Problem to work on: Scan the entries below. List each line with "lines".

Material provided:
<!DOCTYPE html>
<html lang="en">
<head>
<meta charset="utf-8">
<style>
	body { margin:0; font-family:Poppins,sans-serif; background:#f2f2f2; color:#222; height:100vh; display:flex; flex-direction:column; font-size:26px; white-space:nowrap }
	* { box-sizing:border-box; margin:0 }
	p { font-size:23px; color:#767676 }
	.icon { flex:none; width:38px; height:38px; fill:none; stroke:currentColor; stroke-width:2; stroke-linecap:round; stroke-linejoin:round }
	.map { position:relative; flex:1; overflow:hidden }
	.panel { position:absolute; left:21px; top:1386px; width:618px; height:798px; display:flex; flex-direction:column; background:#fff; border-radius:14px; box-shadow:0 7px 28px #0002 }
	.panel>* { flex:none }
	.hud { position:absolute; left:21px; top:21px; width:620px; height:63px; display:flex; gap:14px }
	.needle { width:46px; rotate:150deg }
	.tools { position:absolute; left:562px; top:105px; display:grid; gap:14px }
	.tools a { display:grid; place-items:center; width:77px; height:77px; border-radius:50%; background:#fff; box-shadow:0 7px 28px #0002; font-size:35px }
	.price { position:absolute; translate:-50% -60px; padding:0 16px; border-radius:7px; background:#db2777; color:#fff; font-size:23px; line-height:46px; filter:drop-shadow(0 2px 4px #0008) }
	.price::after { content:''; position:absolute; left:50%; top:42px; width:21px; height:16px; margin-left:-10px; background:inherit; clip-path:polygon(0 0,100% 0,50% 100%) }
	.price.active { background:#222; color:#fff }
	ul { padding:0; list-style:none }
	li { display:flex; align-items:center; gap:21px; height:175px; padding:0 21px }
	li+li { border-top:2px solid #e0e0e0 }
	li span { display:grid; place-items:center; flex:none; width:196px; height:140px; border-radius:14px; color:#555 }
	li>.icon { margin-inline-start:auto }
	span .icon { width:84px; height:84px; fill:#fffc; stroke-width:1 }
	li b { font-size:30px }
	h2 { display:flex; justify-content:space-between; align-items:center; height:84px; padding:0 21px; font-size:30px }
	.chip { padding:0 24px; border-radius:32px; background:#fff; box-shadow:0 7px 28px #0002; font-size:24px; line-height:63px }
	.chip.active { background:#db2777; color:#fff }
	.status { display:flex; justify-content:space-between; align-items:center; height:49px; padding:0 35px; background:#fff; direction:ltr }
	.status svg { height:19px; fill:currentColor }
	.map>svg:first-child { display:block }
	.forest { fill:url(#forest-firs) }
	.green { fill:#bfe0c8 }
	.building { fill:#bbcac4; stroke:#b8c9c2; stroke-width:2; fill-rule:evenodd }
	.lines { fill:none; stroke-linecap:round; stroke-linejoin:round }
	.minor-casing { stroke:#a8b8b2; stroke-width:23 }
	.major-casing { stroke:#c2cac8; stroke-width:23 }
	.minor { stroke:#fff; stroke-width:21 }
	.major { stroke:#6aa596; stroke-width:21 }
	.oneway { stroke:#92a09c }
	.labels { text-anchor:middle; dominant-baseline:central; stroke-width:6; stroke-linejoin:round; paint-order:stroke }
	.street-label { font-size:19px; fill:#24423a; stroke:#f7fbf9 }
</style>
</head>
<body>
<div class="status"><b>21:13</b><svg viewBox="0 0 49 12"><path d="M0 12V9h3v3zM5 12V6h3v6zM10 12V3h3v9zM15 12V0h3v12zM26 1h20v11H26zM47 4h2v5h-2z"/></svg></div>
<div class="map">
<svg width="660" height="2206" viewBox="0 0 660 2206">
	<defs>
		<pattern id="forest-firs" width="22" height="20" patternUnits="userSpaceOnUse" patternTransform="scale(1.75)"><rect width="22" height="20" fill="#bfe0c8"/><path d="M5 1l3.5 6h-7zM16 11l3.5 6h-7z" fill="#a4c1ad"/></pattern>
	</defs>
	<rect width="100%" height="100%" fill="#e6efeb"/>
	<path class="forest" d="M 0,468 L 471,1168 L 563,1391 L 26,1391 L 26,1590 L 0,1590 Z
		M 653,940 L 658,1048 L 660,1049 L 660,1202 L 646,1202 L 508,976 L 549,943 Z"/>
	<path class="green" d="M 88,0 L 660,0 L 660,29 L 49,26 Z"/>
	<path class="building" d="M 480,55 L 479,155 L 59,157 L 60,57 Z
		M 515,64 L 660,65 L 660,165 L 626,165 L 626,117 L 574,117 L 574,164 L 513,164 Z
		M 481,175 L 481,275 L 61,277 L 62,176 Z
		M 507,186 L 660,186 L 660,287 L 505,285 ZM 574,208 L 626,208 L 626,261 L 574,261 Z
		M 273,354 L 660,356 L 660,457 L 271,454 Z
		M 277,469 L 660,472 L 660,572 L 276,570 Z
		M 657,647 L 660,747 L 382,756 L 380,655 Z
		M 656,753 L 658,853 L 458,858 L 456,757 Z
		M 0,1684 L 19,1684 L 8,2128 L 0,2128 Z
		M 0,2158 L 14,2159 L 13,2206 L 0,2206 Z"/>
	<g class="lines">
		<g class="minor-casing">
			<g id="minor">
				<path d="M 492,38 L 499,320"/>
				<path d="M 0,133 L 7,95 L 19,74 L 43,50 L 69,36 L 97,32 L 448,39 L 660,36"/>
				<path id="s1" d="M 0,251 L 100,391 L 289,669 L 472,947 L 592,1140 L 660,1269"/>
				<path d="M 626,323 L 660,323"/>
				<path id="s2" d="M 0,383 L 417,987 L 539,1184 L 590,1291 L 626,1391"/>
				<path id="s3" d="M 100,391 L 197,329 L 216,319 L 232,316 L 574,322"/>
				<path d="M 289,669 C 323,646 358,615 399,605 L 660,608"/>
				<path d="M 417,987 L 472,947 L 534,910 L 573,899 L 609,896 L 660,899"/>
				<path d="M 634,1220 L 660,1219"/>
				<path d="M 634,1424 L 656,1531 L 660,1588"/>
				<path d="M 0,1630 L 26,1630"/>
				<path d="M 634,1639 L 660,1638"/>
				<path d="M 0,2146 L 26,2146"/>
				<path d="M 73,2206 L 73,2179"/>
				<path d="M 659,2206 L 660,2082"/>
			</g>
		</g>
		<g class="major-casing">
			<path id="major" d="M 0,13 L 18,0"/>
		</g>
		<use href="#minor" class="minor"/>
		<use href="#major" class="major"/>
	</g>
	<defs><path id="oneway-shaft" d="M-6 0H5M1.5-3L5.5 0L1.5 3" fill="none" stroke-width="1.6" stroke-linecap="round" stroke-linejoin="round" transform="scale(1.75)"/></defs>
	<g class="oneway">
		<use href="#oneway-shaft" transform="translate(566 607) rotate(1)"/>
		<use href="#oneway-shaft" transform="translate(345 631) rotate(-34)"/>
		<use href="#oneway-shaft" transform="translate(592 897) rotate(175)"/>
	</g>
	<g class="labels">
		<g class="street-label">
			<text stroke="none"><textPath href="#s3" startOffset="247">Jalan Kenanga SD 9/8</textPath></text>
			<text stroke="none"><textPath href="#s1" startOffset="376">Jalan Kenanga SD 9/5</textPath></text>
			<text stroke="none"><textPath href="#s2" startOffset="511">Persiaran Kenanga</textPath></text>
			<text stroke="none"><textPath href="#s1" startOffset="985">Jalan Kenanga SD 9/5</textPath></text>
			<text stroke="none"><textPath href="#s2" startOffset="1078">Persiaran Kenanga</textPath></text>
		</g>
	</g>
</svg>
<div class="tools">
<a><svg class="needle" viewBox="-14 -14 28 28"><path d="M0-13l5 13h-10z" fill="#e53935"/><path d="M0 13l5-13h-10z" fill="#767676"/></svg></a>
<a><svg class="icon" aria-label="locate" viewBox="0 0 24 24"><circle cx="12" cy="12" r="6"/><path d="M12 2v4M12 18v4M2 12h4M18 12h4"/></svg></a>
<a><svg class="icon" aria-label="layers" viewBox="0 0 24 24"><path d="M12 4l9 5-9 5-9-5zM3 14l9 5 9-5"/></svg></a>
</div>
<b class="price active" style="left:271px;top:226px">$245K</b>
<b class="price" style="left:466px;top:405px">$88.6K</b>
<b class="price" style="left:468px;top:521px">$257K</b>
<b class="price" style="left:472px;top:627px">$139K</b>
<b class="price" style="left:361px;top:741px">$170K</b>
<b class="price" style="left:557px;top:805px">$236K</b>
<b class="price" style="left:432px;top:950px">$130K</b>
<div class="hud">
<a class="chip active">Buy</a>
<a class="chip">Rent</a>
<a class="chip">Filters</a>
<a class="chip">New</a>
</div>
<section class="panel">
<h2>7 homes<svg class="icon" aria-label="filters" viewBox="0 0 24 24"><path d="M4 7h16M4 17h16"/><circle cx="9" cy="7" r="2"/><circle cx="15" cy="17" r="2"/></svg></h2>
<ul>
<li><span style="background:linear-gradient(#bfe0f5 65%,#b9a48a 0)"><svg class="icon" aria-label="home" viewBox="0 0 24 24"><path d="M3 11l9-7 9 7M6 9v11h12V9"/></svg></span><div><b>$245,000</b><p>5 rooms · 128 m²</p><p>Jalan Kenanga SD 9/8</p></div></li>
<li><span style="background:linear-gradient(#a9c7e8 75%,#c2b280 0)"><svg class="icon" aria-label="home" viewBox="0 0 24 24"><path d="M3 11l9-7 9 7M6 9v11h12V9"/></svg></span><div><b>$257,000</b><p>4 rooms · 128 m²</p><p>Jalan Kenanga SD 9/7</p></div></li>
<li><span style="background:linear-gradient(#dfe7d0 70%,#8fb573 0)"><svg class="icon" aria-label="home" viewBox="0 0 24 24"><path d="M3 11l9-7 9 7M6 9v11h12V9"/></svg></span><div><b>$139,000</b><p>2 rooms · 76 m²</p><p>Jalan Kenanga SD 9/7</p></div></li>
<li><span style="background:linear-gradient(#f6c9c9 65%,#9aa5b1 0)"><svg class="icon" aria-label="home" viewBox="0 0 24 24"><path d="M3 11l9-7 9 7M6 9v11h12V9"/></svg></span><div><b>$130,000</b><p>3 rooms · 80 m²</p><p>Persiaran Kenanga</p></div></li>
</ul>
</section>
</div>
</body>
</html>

Reply:
	.lines { fill:none; stroke-linecap:round; stroke-linejoin:round }
	<g class="lines">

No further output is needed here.